PCBs for ZoomFloppy are finished and the first 2 are enroute to the US for manual assembly and testing. Those following the blog for a while or having chatted with me at shows know the sequence for a new product:
- Initial prototyping
- Unit and system testing
- Schematic capture
- PCB CAD design
- PCB manufacturing
- Limited run hand assembly
- Final testing
- Automated Assembly
Key commitment points include step step 5 and step 8. Before step 5, little expense is involved, and truly, many projects cease before that step. Step #5 has become much more economical, so much so that initial production board runs approximate the cost for limited quantity prototype manufacturing. Thus, I don’t often run a true prototype phase. At worst, the design has an issue and I need to run another batch of boards, which costs no more than a prototype run + production PCB run. At best, the first revision works fine, and the money saved can be used elsewhere.

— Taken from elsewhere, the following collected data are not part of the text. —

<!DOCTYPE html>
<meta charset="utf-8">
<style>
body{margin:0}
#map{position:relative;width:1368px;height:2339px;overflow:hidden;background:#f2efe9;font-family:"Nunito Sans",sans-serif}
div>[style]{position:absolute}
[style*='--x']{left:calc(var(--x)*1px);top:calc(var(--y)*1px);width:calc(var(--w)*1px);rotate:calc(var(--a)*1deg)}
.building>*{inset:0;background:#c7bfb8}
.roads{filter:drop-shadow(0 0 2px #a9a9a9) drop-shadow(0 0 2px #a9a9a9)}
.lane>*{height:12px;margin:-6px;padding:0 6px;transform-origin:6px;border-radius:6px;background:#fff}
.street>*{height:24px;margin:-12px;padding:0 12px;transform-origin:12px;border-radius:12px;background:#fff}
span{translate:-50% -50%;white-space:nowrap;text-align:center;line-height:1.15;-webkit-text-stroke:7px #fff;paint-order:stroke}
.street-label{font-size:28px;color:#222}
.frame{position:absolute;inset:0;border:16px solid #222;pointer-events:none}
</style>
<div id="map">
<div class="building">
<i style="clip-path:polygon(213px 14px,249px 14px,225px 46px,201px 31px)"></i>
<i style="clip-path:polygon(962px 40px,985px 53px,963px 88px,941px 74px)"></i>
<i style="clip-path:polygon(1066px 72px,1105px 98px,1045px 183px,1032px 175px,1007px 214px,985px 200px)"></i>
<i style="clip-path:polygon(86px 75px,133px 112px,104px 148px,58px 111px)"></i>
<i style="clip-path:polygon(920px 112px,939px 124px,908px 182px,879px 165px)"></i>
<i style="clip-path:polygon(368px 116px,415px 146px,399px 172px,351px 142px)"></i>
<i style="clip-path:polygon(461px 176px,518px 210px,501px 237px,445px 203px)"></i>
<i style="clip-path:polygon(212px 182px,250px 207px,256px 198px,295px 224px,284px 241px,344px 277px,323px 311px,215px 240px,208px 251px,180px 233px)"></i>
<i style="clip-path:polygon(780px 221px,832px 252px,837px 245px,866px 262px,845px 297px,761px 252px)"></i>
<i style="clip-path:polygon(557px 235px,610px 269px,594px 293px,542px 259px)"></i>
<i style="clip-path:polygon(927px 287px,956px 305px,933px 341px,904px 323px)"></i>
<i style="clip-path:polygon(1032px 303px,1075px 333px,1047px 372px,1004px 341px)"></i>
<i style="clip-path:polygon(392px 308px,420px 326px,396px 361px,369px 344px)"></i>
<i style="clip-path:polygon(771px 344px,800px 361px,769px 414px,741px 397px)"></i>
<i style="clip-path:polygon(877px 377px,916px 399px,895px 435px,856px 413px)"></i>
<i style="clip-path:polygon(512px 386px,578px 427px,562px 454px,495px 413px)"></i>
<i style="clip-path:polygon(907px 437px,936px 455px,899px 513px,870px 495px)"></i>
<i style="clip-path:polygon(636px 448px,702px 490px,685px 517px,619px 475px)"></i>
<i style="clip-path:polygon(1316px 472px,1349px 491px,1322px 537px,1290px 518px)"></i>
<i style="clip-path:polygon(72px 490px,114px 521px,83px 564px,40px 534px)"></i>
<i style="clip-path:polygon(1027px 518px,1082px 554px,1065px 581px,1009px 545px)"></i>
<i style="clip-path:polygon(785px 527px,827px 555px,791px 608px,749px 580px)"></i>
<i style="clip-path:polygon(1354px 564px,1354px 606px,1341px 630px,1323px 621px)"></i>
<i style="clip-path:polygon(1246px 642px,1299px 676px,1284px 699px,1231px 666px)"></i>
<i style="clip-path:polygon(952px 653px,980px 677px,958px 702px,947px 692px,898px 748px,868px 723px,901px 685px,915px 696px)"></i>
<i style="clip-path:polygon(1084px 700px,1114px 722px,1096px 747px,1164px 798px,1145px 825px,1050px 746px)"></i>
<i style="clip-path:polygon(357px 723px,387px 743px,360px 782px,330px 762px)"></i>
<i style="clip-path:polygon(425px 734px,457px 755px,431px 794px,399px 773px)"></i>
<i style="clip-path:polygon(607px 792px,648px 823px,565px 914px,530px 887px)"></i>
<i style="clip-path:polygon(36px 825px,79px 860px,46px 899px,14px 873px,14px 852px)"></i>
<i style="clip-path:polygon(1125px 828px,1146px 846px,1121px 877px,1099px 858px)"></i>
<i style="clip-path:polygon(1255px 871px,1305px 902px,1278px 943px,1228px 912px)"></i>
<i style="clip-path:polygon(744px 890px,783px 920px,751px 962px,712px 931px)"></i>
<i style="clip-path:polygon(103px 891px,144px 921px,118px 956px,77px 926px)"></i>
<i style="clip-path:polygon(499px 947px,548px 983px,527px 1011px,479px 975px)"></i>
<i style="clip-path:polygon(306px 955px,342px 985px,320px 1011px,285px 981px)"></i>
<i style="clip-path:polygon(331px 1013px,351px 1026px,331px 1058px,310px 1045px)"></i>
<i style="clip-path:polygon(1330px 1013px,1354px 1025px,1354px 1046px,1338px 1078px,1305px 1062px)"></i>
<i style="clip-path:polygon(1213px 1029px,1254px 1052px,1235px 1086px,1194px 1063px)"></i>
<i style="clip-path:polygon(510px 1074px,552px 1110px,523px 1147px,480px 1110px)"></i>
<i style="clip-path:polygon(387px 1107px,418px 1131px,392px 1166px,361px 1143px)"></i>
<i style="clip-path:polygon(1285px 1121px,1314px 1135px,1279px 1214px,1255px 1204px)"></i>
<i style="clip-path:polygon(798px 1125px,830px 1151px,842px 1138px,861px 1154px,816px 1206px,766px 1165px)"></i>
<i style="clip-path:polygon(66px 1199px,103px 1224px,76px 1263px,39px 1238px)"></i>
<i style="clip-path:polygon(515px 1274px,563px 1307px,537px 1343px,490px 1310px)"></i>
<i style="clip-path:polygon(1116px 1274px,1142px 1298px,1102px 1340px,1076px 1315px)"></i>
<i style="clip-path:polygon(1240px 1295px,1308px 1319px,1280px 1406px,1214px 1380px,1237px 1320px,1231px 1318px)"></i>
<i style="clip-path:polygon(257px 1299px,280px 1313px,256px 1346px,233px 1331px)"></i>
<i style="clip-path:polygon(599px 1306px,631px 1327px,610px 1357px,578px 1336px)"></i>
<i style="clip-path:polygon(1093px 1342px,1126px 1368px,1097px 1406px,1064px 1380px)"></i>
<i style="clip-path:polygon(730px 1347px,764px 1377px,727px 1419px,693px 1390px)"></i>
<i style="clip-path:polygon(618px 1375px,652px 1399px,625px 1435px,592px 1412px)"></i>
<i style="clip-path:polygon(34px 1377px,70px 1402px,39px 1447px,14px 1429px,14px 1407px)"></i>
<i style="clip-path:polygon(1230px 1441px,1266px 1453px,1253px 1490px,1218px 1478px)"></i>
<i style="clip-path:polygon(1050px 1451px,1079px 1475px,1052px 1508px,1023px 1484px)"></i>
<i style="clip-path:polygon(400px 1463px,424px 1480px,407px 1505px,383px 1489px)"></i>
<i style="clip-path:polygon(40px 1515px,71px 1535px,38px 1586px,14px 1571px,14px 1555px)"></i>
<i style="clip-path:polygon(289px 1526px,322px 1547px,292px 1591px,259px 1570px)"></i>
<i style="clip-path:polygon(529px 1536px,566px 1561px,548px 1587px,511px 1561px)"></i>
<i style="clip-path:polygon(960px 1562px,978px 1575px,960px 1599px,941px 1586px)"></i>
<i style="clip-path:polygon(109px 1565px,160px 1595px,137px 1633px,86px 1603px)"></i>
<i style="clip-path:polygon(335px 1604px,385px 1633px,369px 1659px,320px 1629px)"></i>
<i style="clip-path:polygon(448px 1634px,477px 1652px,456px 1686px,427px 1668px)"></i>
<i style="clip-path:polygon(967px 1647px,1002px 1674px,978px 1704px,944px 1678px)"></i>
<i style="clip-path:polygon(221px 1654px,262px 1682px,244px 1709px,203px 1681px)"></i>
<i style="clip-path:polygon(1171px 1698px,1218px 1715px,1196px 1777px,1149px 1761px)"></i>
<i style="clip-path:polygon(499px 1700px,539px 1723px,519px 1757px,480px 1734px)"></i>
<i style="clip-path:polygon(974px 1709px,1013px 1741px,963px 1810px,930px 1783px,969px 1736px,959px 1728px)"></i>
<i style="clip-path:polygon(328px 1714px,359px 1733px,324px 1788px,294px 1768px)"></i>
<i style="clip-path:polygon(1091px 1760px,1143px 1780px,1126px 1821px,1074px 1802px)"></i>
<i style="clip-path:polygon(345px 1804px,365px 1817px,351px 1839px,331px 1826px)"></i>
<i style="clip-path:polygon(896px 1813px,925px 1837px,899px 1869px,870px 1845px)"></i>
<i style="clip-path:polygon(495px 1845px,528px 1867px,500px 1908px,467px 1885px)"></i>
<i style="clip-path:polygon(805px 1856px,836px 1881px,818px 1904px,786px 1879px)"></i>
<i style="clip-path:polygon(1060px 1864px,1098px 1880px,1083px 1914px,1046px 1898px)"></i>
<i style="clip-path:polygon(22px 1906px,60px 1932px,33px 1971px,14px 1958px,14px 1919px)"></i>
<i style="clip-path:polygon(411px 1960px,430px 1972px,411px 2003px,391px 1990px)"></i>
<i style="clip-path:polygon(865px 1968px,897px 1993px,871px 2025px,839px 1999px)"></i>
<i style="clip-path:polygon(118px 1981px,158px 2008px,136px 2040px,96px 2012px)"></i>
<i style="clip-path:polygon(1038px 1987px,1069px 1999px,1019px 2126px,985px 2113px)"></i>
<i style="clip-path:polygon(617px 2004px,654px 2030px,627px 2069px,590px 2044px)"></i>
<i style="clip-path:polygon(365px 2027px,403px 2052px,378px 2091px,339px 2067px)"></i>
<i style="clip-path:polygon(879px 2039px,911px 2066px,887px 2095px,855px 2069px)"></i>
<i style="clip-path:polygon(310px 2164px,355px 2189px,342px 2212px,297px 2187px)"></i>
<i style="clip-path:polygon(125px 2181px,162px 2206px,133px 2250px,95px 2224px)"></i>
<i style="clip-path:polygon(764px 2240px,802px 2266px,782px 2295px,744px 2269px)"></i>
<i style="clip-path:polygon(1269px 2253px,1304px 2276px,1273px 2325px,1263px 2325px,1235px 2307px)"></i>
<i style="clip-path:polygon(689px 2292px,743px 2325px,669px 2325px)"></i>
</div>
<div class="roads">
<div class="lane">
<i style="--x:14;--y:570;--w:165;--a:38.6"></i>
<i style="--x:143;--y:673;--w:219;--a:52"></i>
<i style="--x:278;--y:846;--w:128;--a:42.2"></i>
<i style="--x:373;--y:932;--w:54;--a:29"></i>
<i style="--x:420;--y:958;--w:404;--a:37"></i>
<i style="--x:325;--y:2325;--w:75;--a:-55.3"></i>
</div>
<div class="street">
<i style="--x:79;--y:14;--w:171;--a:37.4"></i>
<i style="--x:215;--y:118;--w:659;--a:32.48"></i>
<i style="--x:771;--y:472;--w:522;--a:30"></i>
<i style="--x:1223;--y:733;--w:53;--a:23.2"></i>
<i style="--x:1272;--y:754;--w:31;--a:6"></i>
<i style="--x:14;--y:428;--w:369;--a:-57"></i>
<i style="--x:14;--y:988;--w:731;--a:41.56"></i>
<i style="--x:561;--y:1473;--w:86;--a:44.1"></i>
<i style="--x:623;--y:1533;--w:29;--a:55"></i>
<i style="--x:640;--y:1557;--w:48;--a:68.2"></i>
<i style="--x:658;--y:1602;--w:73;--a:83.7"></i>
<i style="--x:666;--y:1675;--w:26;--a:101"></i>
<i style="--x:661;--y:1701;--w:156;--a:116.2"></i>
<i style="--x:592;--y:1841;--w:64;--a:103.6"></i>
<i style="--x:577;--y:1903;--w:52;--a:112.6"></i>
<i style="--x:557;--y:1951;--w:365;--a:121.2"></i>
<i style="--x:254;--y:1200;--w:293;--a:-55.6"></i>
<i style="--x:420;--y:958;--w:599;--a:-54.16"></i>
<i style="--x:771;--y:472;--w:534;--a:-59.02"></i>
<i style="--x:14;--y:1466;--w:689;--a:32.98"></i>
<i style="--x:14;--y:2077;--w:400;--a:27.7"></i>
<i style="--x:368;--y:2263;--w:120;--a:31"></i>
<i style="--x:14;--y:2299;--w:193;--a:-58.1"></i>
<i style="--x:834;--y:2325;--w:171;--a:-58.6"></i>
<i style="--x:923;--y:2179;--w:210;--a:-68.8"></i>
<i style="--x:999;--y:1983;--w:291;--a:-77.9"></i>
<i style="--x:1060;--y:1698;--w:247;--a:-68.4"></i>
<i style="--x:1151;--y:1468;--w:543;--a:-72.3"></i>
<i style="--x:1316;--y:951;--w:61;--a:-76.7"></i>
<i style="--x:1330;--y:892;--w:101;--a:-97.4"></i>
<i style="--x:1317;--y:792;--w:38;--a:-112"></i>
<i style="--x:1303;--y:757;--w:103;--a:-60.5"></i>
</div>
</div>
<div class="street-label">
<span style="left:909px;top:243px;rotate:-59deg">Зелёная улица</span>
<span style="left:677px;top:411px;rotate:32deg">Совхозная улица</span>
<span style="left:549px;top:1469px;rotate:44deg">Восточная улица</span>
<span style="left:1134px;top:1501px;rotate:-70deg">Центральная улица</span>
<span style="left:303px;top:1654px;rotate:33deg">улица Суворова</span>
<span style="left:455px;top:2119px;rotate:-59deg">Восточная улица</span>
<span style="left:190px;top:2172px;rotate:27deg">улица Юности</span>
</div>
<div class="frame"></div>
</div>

Step #8 is a larger commitment. Whereas a board run of 100 boards might cost a couple hundred dollars, parts acquisition alone for step #8 can easily cost 1 to 2 thousand, more if the design is a higher end product. Thus, it makes sense to, in the absence of a prototype PCB phase, hand assemble a few production boards to check final placement, fit, and function.
One the design passes testing, it becomes a waiting game for final assembled boards to arrive for sales. As in all things, there are 3 criteria: speed, quality, and price. You can select 2 of the 3 for your project. I select quality and price, so I typically wait a bit longer for assembly. In perspective, some assembly houses can do 100 units in 5-10 days, while I typically figure 15-20 days.
Still, things should progress smoothly and quickly once the final testing is done.